Question

\[{K_{sp}}\] of $CuS$ , $A{g_2}S$ and $HgS$ are ${10^{ - 31}}$ ,${10^{ - 44}}$ and ${10^{ - 54}}$ $mo{l^2}$ $litr{e^{ - 2}}$ respectively. Select the correct order for their solubility in water.
1. $A{g_2}S$>$HgS$>$CuS$
2. $HgS$>$CuS$>$A{g_2}S$
3. $HgS$>$A{g_2}S$>$CuS$
4. $A{g_2}S$>$CuS$>$HgS$

Answer 1

Hint: The solubility product constant is the equilibrium constant for the dissolution of a solid substance into an aqueous solution. It is denoted by the symbol \[{K_{sp}}\]. It is found out by using the solubility product of the components given.

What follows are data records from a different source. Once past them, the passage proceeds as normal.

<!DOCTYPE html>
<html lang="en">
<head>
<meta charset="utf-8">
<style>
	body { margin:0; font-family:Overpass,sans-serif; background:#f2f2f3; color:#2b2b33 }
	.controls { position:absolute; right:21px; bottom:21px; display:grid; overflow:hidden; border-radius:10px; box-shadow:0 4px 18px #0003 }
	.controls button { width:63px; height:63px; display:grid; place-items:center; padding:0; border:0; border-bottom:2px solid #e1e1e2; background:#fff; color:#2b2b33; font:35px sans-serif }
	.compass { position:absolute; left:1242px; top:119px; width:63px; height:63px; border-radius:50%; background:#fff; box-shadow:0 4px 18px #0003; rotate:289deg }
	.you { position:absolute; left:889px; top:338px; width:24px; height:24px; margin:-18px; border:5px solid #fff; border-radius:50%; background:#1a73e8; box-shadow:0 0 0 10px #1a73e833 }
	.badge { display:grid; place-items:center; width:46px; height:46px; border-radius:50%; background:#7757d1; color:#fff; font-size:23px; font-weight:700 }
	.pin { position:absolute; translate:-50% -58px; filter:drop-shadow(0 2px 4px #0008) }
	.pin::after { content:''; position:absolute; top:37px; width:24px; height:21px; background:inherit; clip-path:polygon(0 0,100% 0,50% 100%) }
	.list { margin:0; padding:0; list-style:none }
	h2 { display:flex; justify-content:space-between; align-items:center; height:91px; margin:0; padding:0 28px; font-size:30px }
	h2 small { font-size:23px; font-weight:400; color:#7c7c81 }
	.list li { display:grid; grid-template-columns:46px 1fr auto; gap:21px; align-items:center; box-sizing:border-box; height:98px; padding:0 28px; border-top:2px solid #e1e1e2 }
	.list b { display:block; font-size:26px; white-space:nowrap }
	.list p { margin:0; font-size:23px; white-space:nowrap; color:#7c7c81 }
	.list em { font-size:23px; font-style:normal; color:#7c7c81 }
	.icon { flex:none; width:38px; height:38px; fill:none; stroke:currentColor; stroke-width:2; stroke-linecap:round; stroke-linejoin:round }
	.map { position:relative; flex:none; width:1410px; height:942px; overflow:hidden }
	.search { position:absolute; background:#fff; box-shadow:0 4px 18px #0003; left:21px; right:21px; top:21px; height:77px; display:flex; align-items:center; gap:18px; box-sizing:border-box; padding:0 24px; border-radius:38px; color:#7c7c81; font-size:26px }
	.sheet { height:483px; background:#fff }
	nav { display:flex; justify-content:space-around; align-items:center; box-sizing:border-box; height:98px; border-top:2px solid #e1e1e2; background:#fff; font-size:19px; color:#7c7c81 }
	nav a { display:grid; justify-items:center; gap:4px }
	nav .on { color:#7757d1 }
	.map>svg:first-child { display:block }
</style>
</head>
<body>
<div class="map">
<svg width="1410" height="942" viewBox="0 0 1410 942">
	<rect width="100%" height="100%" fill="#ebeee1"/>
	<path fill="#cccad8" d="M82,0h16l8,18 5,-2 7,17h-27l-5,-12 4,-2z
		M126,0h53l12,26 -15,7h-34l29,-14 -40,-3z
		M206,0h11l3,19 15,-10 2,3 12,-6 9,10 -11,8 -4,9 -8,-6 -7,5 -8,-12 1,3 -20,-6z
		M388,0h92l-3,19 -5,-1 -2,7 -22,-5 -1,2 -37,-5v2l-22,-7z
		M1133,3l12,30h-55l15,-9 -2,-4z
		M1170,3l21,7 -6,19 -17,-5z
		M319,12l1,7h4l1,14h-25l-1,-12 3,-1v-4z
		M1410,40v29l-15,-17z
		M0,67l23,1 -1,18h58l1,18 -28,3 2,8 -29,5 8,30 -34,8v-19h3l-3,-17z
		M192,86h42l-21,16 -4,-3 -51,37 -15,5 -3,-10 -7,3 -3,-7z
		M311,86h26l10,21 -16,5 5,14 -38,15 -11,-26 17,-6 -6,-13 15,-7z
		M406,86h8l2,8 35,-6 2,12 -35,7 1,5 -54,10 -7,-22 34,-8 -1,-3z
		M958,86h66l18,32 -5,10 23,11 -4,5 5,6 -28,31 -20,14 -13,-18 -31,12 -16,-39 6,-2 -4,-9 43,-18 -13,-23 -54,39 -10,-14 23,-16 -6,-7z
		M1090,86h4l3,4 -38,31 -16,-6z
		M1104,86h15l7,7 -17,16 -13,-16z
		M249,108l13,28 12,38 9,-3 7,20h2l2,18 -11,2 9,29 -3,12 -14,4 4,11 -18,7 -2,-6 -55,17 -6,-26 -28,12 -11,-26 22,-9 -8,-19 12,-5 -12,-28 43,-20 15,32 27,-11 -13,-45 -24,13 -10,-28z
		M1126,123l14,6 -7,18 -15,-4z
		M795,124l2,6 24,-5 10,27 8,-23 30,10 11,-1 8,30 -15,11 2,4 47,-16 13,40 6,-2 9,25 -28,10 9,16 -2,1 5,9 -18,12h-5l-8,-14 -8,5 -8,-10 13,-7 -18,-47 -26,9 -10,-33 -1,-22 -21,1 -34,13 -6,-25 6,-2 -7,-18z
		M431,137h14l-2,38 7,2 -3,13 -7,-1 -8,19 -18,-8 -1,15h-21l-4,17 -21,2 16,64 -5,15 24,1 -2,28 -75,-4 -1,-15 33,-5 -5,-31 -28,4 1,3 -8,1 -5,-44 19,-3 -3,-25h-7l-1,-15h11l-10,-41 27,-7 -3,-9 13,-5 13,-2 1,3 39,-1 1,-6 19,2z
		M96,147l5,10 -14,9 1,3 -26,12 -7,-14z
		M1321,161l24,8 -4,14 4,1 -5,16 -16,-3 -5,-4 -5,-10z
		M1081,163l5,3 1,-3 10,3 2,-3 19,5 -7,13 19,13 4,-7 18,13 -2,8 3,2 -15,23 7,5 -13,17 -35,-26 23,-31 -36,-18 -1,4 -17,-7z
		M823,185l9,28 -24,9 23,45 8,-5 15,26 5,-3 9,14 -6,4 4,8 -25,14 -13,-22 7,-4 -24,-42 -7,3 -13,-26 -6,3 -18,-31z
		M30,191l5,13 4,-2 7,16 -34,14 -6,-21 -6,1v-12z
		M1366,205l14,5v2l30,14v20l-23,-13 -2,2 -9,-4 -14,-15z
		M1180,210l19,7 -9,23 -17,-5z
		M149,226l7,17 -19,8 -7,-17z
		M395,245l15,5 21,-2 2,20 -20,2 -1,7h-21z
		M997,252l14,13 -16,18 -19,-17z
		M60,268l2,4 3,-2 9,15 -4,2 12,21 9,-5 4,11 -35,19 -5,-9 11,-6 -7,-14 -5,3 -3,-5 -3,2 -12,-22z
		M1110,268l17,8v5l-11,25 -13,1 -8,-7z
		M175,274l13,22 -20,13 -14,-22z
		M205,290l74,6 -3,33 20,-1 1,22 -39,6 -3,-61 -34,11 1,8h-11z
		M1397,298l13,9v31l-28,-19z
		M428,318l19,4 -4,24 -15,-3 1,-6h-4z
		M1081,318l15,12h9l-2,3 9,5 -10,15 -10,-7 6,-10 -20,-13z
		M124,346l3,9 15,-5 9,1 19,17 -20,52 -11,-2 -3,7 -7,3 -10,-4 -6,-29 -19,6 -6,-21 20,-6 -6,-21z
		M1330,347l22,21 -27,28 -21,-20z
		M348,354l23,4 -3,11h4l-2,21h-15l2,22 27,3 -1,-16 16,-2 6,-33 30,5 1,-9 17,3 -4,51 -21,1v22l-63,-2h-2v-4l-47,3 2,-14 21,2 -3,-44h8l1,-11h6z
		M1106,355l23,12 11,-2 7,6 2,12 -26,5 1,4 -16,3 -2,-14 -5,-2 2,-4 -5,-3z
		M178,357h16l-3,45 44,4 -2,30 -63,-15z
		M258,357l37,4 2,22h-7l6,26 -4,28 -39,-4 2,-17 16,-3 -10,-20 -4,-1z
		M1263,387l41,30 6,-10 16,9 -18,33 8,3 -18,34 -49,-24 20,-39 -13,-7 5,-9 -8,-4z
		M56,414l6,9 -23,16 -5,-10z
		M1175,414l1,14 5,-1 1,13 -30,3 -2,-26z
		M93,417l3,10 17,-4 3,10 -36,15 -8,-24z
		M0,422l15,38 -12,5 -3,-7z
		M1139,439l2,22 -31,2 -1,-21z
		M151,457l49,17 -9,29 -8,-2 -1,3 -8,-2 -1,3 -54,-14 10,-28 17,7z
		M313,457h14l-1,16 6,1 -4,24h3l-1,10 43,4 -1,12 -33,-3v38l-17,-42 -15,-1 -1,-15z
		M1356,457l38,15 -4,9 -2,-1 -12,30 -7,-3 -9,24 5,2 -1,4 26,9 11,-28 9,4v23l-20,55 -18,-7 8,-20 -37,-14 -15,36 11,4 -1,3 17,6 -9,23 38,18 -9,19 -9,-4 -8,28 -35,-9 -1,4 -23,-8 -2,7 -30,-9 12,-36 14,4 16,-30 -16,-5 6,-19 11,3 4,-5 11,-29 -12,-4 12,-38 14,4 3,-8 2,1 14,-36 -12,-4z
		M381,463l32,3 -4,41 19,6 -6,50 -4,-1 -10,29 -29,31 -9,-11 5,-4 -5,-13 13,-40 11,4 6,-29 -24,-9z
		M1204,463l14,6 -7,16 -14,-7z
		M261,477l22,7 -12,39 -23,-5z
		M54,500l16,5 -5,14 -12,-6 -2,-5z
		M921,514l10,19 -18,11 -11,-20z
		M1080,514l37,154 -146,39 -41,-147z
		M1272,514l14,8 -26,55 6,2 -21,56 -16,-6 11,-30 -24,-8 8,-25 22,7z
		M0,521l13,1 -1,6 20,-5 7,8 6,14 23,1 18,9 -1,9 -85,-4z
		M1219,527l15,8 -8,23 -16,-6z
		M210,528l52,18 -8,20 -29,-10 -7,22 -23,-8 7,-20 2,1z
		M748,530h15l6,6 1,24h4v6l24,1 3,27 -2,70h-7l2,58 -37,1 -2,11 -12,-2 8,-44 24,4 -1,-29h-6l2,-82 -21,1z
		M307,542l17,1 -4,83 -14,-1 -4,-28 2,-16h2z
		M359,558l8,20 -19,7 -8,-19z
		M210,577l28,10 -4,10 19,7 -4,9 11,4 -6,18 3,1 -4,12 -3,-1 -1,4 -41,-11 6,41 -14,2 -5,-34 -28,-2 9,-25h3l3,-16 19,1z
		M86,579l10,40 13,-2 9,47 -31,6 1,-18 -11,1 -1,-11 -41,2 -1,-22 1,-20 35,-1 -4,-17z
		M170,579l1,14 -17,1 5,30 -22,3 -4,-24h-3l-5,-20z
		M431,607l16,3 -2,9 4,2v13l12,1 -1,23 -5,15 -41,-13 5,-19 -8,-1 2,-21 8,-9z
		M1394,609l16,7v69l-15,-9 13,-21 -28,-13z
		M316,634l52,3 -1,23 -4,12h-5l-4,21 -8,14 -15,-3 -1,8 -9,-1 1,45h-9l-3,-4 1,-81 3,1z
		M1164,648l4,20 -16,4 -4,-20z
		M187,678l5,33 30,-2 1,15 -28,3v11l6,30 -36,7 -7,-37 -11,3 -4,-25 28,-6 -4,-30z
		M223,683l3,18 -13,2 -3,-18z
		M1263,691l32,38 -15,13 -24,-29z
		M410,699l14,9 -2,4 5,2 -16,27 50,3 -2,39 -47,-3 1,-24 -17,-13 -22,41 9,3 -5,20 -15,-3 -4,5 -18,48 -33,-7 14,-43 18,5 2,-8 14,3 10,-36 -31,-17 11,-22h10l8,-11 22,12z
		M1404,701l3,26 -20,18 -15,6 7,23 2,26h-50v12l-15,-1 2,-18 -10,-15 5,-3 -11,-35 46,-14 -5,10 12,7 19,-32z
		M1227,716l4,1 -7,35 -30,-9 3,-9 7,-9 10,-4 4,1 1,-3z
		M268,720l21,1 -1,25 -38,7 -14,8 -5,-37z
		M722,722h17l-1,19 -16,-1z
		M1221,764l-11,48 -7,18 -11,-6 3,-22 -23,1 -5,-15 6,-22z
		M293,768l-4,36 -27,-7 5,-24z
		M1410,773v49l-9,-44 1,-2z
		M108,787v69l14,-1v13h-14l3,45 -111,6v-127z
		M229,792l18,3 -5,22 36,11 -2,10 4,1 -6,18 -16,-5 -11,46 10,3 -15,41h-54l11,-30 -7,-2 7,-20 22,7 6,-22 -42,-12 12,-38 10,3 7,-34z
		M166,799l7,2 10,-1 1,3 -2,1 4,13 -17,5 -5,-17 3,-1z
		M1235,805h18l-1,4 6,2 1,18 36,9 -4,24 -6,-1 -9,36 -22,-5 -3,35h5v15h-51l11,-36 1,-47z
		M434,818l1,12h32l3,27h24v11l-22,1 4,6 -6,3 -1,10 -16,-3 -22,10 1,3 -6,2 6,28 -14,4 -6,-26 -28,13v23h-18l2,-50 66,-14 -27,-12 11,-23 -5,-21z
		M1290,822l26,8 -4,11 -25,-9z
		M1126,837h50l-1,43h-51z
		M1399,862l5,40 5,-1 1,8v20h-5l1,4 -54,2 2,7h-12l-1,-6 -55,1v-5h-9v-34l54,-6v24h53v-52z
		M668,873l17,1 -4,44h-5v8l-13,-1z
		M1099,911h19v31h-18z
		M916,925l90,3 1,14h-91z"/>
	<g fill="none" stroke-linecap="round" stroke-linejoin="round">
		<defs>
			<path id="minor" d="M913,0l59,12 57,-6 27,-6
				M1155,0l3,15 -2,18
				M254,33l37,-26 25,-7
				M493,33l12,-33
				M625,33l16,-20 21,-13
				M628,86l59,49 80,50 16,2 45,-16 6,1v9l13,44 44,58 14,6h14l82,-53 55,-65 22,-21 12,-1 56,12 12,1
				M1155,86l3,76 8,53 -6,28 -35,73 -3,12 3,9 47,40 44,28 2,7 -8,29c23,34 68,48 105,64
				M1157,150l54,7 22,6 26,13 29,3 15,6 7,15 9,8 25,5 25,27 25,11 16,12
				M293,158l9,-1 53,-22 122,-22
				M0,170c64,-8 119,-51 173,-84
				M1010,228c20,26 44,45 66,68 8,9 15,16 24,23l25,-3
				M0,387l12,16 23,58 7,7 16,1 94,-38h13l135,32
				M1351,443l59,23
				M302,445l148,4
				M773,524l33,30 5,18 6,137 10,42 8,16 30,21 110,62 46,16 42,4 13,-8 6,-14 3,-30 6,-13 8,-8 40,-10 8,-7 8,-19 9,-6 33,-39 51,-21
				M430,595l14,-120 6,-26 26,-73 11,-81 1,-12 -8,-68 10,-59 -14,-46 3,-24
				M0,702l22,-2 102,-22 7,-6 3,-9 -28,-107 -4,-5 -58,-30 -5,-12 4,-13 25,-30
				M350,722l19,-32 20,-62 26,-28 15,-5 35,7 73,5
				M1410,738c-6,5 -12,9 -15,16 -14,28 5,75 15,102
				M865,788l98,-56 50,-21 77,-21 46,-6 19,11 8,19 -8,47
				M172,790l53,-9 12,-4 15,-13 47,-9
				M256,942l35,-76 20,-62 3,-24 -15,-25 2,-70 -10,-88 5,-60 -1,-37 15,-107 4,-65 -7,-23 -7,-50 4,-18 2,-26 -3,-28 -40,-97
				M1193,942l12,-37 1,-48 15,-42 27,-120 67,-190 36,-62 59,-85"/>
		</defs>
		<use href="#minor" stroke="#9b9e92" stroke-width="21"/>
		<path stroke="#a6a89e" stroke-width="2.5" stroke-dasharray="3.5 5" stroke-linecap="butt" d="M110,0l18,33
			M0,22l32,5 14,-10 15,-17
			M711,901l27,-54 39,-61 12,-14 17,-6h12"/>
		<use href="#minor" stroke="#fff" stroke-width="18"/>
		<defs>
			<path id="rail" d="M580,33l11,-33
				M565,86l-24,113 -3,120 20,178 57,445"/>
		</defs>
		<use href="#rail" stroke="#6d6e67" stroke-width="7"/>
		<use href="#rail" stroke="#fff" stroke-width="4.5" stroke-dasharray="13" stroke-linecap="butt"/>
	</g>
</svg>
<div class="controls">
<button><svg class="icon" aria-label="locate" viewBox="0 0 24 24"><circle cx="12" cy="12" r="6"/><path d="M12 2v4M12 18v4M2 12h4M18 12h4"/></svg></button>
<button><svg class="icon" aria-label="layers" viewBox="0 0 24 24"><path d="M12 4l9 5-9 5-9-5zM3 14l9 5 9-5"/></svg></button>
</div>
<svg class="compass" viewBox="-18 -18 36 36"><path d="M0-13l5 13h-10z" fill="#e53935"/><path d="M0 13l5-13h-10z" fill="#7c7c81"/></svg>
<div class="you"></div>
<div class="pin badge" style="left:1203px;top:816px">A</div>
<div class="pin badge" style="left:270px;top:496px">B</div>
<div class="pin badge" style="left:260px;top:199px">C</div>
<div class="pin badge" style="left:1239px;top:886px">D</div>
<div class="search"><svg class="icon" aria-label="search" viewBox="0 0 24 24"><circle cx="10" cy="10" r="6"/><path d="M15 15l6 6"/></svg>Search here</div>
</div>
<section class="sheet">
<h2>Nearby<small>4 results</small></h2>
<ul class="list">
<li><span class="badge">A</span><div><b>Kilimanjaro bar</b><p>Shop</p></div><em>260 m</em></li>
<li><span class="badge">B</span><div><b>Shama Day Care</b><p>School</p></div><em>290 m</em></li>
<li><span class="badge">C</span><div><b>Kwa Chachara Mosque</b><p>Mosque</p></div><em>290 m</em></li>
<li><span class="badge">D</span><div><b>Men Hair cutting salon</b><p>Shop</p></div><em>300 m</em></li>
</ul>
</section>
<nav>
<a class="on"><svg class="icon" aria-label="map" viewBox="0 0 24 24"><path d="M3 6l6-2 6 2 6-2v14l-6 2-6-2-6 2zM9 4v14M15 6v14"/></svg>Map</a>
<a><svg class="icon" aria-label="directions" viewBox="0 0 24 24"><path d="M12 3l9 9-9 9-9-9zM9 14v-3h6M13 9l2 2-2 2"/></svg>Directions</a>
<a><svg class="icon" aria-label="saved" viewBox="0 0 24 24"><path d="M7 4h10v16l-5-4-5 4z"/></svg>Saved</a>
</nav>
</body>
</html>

Complete Step by step answer:
Equilibrium reaction for dissolution reaction of $CuS$ is:
$CuS \rightleftharpoons [C{u^{ + 2}}] + [{S^{ - 2}}]$
So, \[{K_{sp}}\]= $[C{u^{ + 2}}][{S^{ - 2}}]$ = ${10^{ - 31}}$
Hence, we get ${S^2}$ =${10^{ - 31}}$
Therefore S= 3.16 $ \times {10^{ - 16}}$
Equilibrium reaction for dissolution reaction of $A{g_2}S$ is:
$A{g_2}S \rightleftharpoons 2A{g^ + } + {S^{ - 2}}$
So, \[{K_{sp}}\]=${[A{g^ + }]^2}[{S^{ - 2}}]$ = ${10^{ - 44}}$
Hence, we get ${(2S)^2}(S)$ = ${10^{ - 44}}$
Therefore, 4${S^3}$ = ${10^{ - 44}}$
So, S= 1.357$ \times {10^{ - 15}}$
Equilibrium reaction for dissolution of $HgS$ is:
$HgS \rightleftharpoons H{g^{ + 2}} + {S^{ - 2}}$
So, \[{K_{sp}}\]=$[H{g^{ + 2}}][{S^{ - 2}}]$ =${10^{ - 54}}$
Hence, we get ${S^2}$= ${10^{ - 54}}$
Therefore, S= $1 \times {10^{ - 27}}$

Therefore solubility of $CuS$ , $A{g_2}S$ and $HgS$ are 3.16$ \times {10^{ - 16}}$ , 1.357$ \times {10^{ - 15}}$and$1 \times {10^{ - 27}}$. This implies that the highest solubility is that of $A{g_2}S$ and lower than this is of $CuS$. And lowest solubility is that of $HgS$ according to the values found. So the correct order according to the solubility in water is $A{g_2}S$>$CuS$>$HgS$.

So the correct option is 4th.

Note: The solubility product is a kind of equilibrium constant and its value depends on temperature. \[{K_{sp}}\] Usually increases with an increase in temperature due to increased solubility. It should be kept in mind that solubility products represent the extent of dissolution of any compound.